The pages of Scripture, and of history, are filled with the power and necessity of prayer, because the all-powerful God has chosen to hear and answer prayer.
Pray Because God Is Sovereign
The early church certainly didn’t feel any tension between the sovereignty of God and prayer. His sovereignty, in fact, became the great foundation and incentive for prayer. When they lifted their voices together in the midst of persecution, they laid themselves in the sovereign hands of God: “Sovereign Lord, who made the heaven and the earth and the sea and everything in them . . .” (Acts 4:24).
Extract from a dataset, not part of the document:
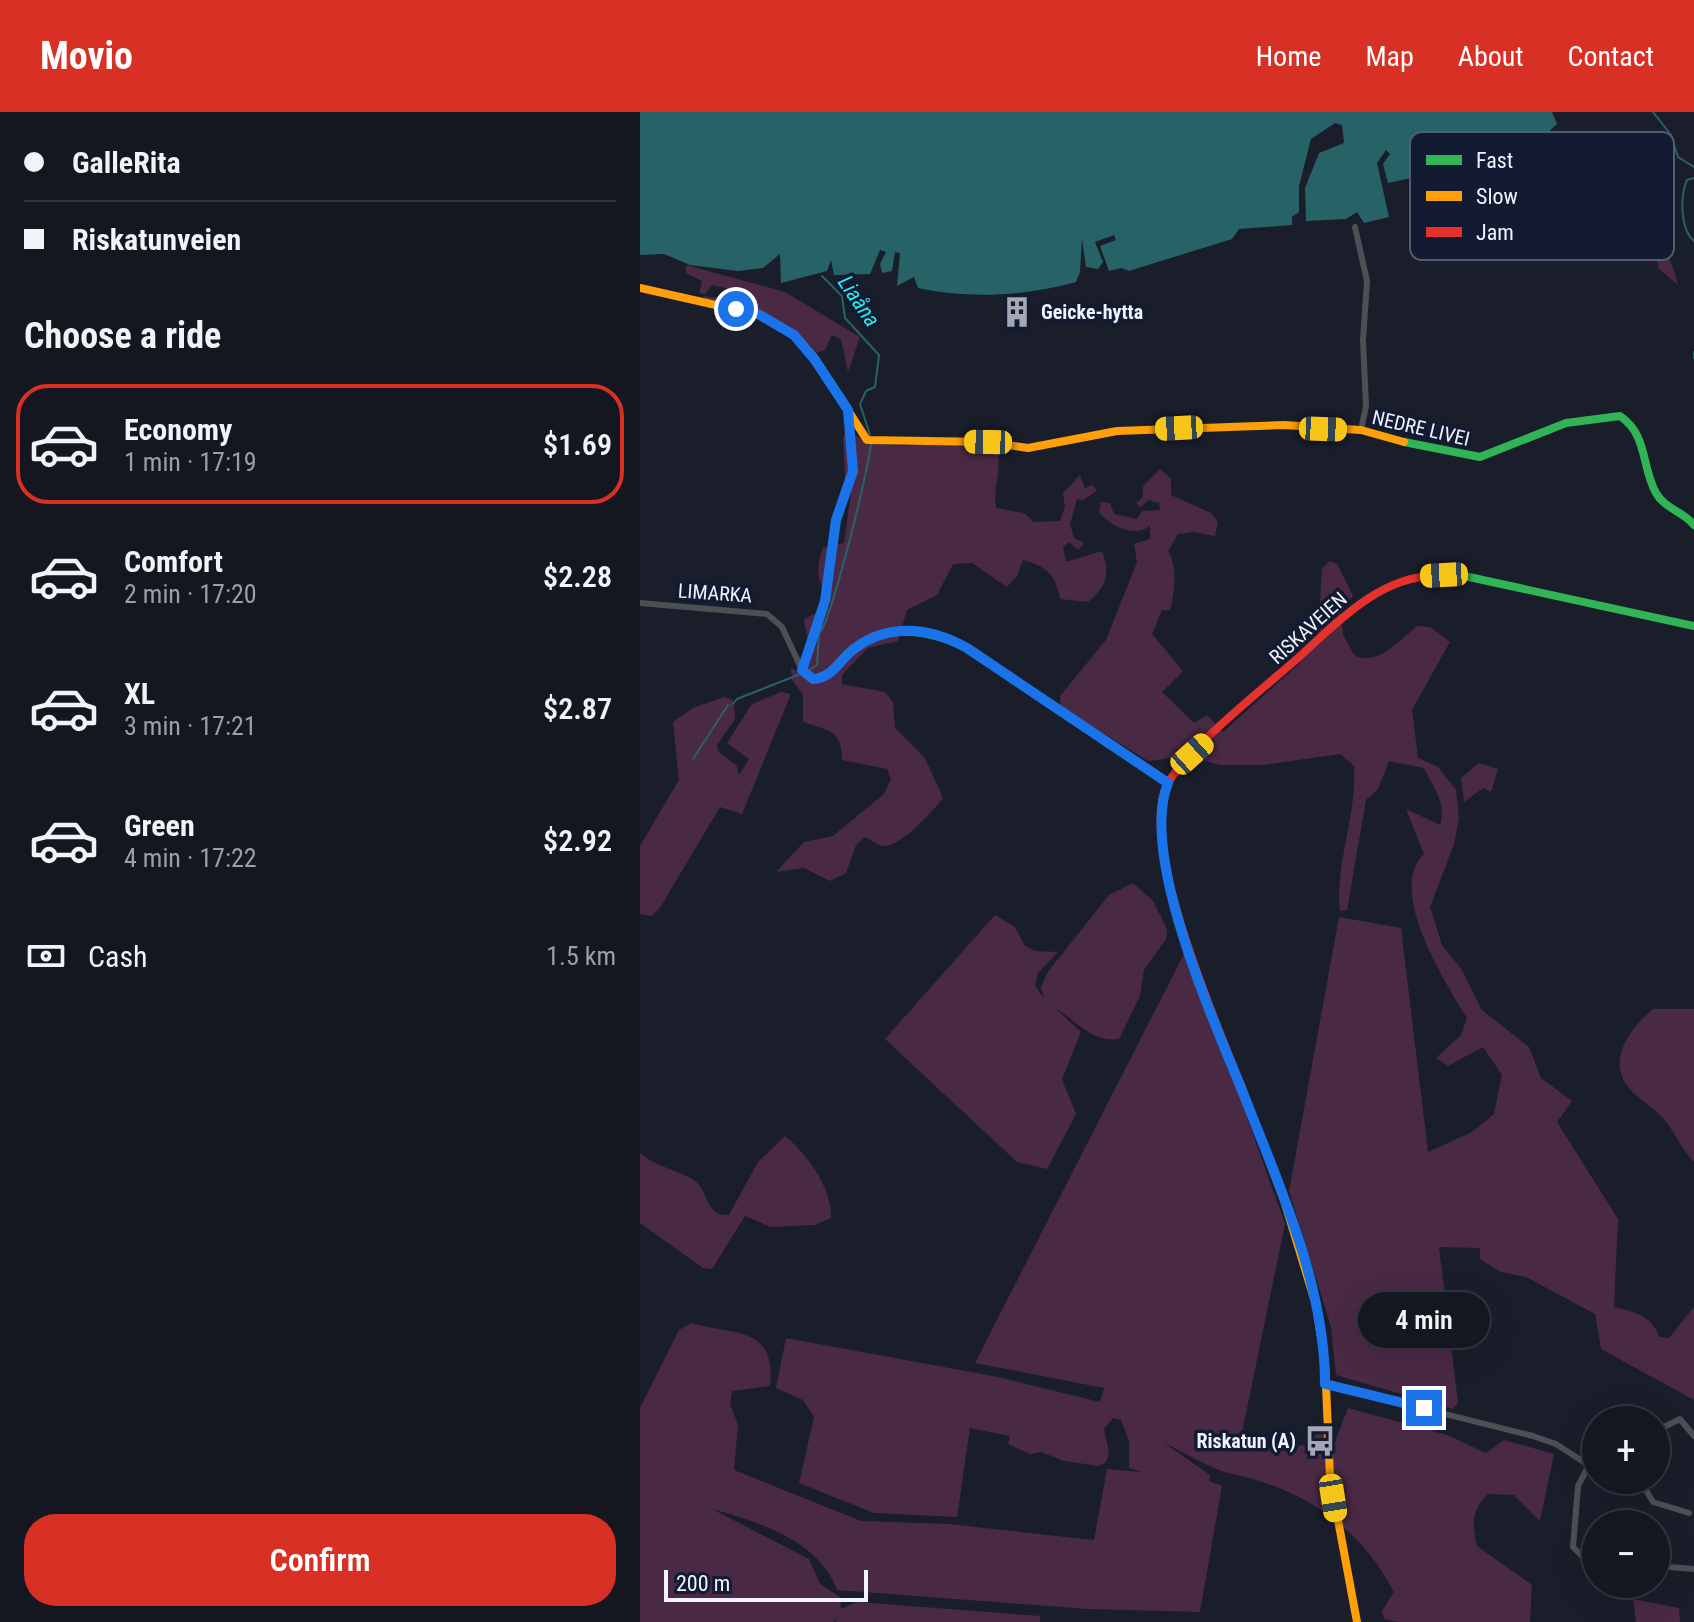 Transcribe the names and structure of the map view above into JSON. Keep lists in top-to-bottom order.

And they didn’t stop at creation, but relished his sovereignty even in the worst horror and injustice of history:
Truly in this city there were gathered together against your holy servant Jesus, whom you anointed, both Herod and Pontius Pilate, along with the Gentiles and the peoples of Israel, to do whatever your hand and your plan had predestined to take place. (Acts 4:27–28)
And the fact that God sovereignly made, predestined, and orchestrated all things did not keep them from asking him to do something new in their lives. In the very next breath, they pray,
And now, Lord, look upon their threats and grant to your servants to continue to speak your word with all boldness, while you stretch out your hand to heal, and signs and wonders are performed through the name of your holy servant Jesus. (Acts 4:29–30)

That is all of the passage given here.